Seperti layaknya sang mertua, Masako yang awalnya memiliki kepribadian ceria dan mampu berpikir ataupun menyelesaikan berbagai persoalan secara mandiri, secara perlahan-lahan memikul tekanan dan tanggung jawab yang luar biasa. Sikapnya yang bertolak belakang dengan gaya keluarga aristrokrat, membuatnya dianggap sebagai sosok yang tidak paham etiket kerajaan. Larangan demi larangan menghampiri Masako, mulai dari berbicara di depan publik hingga bertemu dengan keluarga tercinta.
Wartawan Australia, Ben Hills, menjulukinya sebagai “Princess Masako : Prisoner of the Chrysanthemum Throne”. Ditambah lagi dengan tidak mampunya Masako melahirkan keturunan laki-laki dalam keluarga raja, menjadikannya lebih tertekan. Mengingat ketentuan kerajaan Jepang yang mengutamakan pewaris takhta laki-laki.
Owada Masako Simbol Wanita Jepang
Sang mertua Shado Michiko memahami betul situasi yang dialami menantunya tersebut. Ia pun memberikan perhatian hangat kepada Masako. Namun dikarenakan perbedaan karakter antar keduanya dan gagalnya Masako memberikan keturunan laki-laki bagi keluarga kerajaan, menjadikannya mengalami depresi.
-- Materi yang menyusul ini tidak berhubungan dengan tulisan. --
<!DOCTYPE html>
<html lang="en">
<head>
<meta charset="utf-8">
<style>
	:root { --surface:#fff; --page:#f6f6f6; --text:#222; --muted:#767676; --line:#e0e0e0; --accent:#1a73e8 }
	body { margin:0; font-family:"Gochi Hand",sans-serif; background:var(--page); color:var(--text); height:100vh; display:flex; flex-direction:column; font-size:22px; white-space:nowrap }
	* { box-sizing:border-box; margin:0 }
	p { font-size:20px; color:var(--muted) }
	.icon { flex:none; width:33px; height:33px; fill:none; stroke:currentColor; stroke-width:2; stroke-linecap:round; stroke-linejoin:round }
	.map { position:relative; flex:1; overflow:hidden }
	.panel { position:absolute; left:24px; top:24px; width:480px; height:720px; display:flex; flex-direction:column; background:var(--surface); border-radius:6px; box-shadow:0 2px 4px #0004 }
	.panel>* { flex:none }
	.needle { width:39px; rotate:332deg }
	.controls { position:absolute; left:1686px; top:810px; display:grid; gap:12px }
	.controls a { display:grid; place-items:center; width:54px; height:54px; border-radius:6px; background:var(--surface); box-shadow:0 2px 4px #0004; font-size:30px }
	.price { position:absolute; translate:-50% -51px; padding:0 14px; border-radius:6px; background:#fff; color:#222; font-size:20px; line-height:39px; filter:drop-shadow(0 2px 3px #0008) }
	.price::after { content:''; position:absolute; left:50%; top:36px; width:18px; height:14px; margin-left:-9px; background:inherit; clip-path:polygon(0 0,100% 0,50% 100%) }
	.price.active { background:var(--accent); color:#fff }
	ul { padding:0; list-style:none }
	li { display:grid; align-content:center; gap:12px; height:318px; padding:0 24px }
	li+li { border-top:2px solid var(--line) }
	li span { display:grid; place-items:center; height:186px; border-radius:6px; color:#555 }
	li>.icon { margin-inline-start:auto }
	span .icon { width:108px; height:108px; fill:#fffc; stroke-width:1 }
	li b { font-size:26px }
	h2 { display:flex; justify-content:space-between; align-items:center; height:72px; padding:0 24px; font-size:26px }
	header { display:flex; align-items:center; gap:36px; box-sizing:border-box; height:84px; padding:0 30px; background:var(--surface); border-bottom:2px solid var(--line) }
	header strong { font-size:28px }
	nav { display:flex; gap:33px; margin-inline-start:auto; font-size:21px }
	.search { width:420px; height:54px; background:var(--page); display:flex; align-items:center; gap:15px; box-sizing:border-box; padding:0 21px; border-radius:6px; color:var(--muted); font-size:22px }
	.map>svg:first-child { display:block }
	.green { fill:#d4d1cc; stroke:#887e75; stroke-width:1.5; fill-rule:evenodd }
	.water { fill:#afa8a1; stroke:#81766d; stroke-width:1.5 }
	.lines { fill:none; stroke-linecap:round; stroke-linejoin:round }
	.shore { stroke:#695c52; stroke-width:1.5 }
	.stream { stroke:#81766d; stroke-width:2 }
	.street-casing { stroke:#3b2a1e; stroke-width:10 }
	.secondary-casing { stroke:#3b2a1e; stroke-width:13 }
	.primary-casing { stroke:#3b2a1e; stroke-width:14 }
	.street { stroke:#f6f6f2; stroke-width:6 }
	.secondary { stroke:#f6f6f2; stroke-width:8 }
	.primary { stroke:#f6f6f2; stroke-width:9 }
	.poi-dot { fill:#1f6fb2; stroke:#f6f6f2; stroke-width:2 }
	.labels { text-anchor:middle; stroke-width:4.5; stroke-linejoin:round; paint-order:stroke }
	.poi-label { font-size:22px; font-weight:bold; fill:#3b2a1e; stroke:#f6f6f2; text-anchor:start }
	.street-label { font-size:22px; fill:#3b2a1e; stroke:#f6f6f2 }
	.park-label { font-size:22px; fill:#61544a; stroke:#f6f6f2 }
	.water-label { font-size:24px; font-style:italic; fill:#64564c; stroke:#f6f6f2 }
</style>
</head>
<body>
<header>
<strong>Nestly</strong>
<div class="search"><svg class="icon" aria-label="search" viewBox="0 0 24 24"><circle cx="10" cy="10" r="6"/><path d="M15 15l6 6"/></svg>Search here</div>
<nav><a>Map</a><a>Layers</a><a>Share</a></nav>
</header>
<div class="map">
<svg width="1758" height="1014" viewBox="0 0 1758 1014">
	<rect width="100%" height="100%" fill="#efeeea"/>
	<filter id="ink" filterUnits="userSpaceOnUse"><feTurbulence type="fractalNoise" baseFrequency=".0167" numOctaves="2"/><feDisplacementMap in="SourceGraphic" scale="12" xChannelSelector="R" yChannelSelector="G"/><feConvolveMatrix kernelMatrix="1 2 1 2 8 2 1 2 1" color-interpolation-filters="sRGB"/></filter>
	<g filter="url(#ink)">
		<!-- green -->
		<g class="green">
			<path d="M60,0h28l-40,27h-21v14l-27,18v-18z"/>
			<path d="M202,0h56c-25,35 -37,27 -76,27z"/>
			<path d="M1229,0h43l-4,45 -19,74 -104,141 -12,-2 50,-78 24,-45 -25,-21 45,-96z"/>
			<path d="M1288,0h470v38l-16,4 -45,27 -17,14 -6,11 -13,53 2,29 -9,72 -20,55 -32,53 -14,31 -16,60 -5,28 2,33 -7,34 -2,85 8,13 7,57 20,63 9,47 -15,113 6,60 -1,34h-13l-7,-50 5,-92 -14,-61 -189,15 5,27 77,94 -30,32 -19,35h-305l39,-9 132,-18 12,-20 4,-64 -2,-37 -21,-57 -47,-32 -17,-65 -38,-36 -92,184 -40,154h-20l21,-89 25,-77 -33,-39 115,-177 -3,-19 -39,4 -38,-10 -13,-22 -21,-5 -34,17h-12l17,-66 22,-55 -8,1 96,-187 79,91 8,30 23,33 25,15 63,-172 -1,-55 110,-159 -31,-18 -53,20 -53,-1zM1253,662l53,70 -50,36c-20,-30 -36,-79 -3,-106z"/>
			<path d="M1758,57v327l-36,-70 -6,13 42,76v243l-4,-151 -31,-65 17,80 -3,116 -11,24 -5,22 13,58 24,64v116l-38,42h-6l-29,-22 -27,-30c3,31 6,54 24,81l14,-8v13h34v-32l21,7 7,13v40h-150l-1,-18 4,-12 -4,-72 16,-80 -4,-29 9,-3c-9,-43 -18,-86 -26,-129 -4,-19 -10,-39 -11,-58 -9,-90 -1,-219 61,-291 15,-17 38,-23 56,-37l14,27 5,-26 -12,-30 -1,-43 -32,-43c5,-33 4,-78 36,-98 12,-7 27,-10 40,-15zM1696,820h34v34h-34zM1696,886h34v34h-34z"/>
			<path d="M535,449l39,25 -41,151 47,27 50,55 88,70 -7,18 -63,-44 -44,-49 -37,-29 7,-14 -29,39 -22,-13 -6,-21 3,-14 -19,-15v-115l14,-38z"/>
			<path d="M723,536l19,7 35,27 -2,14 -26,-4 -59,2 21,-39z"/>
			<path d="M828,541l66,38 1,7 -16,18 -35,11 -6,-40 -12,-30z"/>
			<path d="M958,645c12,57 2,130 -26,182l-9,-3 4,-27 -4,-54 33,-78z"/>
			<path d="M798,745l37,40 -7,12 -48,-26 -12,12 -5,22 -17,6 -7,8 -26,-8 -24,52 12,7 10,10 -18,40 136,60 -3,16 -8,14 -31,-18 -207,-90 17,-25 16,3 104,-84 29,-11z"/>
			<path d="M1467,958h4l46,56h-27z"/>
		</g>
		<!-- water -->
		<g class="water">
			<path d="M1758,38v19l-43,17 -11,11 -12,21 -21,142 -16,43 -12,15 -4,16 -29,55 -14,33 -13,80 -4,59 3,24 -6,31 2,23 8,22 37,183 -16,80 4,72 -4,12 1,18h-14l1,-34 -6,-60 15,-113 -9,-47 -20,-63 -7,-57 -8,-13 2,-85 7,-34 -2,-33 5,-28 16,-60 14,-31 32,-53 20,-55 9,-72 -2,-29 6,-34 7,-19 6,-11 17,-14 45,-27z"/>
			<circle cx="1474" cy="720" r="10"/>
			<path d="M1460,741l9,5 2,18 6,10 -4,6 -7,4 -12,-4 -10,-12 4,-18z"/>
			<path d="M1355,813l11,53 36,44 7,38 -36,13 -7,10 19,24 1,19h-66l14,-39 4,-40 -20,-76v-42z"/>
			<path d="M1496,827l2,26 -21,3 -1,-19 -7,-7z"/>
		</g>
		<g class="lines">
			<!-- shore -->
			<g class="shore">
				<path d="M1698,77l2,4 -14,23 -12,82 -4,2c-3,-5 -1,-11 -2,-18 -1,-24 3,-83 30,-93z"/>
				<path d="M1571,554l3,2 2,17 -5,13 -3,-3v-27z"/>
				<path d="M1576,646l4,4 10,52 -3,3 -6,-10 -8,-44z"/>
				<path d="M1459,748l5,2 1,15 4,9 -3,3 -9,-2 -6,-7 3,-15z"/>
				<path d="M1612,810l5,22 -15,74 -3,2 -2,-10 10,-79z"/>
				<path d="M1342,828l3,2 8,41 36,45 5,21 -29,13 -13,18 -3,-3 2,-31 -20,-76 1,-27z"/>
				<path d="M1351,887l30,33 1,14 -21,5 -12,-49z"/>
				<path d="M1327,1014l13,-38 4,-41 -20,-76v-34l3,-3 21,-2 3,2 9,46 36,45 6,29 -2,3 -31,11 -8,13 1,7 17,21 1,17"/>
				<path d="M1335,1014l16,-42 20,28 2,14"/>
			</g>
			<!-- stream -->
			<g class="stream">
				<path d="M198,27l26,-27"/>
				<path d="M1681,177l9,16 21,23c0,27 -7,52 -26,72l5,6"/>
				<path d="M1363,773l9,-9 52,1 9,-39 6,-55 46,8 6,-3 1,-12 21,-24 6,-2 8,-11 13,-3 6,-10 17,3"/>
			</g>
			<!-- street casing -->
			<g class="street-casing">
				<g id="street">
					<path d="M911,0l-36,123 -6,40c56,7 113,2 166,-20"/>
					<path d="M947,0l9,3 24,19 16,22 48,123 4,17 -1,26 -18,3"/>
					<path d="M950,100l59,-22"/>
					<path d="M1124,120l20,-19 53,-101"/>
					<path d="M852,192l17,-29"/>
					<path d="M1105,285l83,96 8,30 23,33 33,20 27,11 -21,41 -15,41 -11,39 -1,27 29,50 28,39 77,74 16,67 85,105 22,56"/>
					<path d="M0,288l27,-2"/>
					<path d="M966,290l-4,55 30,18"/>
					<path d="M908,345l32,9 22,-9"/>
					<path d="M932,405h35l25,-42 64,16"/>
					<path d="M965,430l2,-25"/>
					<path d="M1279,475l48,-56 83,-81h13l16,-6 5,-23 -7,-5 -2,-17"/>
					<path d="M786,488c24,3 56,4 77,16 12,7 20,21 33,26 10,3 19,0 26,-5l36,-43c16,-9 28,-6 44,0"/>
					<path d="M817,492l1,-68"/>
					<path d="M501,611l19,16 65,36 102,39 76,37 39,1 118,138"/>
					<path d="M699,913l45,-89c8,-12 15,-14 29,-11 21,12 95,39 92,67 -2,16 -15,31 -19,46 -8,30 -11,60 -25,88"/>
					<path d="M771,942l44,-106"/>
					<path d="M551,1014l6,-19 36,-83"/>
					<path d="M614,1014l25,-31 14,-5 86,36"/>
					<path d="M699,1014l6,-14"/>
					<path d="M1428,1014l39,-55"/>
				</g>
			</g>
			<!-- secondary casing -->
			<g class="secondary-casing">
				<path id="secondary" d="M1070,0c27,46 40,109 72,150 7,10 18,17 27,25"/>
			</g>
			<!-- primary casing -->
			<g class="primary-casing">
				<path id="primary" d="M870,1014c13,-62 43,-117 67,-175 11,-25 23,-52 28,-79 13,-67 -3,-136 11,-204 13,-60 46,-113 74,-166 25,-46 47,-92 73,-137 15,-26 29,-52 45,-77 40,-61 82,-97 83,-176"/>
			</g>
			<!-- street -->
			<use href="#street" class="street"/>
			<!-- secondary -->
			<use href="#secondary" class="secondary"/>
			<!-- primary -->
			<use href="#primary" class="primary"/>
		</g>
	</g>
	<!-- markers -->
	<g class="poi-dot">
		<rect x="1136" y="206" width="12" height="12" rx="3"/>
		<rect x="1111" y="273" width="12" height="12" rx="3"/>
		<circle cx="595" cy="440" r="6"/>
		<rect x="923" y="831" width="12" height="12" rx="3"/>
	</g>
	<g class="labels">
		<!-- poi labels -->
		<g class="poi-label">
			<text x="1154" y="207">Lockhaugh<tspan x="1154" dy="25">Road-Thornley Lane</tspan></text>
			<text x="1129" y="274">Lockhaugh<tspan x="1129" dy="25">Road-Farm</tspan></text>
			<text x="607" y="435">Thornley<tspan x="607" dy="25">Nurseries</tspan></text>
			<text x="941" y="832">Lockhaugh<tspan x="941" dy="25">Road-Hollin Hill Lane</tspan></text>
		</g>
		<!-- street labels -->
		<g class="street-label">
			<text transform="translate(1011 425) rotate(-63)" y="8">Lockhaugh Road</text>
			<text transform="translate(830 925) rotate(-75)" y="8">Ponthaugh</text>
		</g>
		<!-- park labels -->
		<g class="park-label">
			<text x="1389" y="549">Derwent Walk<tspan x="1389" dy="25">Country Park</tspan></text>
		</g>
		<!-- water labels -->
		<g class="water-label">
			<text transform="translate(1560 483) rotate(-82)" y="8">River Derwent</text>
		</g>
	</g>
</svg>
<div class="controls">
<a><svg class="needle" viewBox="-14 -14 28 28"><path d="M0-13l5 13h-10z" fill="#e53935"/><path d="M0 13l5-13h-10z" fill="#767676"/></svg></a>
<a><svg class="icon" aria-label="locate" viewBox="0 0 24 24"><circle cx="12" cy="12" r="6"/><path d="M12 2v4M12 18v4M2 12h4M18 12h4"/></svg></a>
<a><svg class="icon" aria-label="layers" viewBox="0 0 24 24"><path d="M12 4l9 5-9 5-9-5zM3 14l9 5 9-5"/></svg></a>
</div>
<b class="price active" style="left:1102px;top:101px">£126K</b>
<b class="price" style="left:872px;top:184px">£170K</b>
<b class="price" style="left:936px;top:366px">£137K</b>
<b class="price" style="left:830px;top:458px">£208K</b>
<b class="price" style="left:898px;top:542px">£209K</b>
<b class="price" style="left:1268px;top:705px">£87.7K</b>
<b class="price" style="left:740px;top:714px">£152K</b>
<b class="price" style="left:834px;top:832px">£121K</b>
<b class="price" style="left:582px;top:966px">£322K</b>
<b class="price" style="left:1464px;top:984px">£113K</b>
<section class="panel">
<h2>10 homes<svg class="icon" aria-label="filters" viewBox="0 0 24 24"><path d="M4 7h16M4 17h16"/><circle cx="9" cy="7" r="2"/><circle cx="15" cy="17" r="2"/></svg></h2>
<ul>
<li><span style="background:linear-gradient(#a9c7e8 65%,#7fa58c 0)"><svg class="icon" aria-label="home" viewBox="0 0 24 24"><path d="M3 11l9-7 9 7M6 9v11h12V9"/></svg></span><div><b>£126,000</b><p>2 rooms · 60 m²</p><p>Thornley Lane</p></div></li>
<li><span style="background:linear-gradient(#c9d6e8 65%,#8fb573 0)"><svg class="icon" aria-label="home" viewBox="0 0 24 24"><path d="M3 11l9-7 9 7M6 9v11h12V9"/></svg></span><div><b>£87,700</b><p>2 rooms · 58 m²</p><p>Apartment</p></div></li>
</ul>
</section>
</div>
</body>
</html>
Pihak istana pernah mengumumkan bahwa Masako mengalami kesulitan dalam beradaptasi, namun dalam bukunya Ben Hills mengemukakan Owada Masako menderita depresi yang mendalam setelah menikah dengan Kaisar Naruhito.
Pada awalnya, masyarakat Jepang menaruh harapan besar bahwa Masako dapat membawa sedikit perubahan bagi sistem kerajaan Jepang. Mengingat latar belakang pendidikannya yang cukup baik dan kemampuan berbahasanya yang cukup mahir. Setelah kabar sakitnya beredar, sebagian warga merasa prihatin dan merasa Masako merupakan simbol akan sulitnya posisi kaum wanita dalam kehidupan sosial Jepang.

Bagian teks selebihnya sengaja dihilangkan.